DIRECTIONS:
Copy out every line in the entries below that includes "data".

MATERIAL SHOWN:

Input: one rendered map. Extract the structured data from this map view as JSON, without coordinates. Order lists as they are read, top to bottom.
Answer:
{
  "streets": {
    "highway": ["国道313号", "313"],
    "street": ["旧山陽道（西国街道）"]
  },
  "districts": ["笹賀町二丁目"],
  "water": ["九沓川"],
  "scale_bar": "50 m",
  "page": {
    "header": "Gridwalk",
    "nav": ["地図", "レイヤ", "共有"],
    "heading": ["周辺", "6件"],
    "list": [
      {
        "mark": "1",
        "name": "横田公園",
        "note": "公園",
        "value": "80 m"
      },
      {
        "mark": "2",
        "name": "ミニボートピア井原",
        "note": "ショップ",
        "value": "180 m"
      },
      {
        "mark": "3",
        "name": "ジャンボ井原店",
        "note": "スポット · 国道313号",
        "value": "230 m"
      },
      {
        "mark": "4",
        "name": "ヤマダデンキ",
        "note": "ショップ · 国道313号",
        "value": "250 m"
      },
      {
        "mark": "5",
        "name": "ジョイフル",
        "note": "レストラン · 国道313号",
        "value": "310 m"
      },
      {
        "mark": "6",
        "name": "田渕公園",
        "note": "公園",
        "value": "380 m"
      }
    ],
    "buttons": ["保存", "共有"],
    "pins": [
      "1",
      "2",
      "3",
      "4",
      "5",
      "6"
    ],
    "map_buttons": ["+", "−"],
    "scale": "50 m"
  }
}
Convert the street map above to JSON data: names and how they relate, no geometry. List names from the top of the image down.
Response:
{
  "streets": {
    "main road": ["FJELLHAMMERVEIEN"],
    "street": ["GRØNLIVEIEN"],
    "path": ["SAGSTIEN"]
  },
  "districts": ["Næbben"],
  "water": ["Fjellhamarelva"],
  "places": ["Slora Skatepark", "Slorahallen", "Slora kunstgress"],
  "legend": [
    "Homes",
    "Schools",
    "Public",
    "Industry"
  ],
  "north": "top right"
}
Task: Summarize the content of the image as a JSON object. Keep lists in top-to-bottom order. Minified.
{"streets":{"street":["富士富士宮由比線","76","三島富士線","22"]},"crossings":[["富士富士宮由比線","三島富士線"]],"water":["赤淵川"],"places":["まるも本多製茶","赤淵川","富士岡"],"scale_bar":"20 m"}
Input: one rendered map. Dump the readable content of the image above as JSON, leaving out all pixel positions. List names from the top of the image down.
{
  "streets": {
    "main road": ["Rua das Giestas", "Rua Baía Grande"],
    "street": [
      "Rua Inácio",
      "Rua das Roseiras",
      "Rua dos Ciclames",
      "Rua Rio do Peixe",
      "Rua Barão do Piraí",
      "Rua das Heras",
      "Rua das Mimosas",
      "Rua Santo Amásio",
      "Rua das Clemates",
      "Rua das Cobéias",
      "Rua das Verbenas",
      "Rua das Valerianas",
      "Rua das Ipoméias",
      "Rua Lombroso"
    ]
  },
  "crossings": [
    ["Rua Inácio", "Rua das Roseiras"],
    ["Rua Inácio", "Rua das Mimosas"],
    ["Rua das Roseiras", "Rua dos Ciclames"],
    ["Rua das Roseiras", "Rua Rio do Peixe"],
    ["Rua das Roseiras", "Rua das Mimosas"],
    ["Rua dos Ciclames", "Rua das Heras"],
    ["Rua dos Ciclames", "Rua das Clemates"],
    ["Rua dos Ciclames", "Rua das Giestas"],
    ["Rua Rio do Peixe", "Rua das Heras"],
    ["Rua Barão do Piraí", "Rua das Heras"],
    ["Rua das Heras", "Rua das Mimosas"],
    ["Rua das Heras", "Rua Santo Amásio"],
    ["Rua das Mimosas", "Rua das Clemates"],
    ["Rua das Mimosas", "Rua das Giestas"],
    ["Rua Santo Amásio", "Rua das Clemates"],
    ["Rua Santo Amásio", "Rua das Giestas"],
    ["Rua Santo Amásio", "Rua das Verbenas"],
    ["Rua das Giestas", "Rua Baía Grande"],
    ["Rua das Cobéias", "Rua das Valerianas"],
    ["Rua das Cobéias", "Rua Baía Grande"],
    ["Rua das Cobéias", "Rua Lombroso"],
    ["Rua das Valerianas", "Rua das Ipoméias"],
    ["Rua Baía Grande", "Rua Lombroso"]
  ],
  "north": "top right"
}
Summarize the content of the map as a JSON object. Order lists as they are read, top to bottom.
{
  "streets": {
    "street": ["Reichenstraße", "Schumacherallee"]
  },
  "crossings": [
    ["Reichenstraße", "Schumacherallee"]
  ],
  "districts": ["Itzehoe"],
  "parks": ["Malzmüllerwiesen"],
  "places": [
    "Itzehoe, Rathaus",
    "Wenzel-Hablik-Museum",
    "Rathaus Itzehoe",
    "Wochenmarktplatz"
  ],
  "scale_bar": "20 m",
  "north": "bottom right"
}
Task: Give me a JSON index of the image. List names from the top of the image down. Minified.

RESPONSE AREA:
Input: one rendered map. Extract the structured data from this map view as JSON, without coordinates. Order lists as they are read, top to bottom.
Convert the street map above to JSON data: names and how they relate, no geometry. List names from the top of the image down.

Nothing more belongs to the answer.